BEGIN

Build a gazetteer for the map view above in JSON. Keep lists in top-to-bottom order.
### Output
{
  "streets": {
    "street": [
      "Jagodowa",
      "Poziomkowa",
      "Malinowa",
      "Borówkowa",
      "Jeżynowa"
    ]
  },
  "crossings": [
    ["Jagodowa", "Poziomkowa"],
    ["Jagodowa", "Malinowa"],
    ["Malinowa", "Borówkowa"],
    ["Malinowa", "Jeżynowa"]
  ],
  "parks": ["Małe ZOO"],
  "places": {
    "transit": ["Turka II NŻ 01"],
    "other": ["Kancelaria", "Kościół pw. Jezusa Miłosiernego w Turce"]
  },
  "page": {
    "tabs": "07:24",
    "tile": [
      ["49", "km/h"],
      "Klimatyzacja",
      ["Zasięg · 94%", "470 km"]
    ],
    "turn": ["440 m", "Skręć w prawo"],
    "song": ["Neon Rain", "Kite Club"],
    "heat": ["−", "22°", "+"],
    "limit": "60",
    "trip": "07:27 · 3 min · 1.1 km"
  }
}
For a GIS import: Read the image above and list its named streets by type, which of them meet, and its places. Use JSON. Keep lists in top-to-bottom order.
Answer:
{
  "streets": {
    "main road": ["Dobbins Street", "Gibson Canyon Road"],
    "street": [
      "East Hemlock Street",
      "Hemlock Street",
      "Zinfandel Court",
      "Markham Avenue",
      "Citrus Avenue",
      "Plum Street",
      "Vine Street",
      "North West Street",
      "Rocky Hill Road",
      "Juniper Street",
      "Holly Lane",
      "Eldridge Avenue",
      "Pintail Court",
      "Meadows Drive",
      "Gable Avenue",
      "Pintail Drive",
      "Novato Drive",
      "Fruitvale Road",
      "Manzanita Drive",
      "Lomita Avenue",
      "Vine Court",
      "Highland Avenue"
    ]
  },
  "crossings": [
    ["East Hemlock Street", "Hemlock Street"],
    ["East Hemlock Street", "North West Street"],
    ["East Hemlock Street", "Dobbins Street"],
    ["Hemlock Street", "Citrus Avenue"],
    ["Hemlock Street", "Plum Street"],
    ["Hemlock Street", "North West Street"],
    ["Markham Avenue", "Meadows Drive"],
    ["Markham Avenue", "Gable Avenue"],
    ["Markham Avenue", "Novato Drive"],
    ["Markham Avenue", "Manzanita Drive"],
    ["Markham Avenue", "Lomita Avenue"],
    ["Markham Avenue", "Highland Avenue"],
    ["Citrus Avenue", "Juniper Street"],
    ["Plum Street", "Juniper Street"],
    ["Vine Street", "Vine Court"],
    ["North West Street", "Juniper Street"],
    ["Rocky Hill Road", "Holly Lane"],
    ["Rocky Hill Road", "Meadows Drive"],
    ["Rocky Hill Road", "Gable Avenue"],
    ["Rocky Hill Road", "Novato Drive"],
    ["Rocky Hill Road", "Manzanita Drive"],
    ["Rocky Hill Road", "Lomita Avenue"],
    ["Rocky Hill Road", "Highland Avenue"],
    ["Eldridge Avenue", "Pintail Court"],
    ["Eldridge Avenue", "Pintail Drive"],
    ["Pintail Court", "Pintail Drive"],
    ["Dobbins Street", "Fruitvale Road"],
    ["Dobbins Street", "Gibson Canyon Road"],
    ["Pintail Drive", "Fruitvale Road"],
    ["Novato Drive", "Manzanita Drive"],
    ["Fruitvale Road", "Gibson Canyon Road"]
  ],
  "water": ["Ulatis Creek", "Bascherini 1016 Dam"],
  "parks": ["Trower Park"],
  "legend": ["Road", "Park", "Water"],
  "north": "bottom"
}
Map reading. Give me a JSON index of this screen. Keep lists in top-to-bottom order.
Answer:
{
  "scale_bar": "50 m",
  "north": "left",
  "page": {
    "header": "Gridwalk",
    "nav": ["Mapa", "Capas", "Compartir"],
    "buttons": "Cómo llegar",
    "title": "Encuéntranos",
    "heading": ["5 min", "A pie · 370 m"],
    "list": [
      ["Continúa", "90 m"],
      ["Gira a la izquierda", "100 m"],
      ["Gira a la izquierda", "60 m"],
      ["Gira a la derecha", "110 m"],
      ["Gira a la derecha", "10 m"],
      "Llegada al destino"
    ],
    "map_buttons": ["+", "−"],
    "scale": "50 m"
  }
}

END

Assignment = Counting the lines of the material that hold the string "Hill", state the total and nothing besides.

Response to this exercise = 8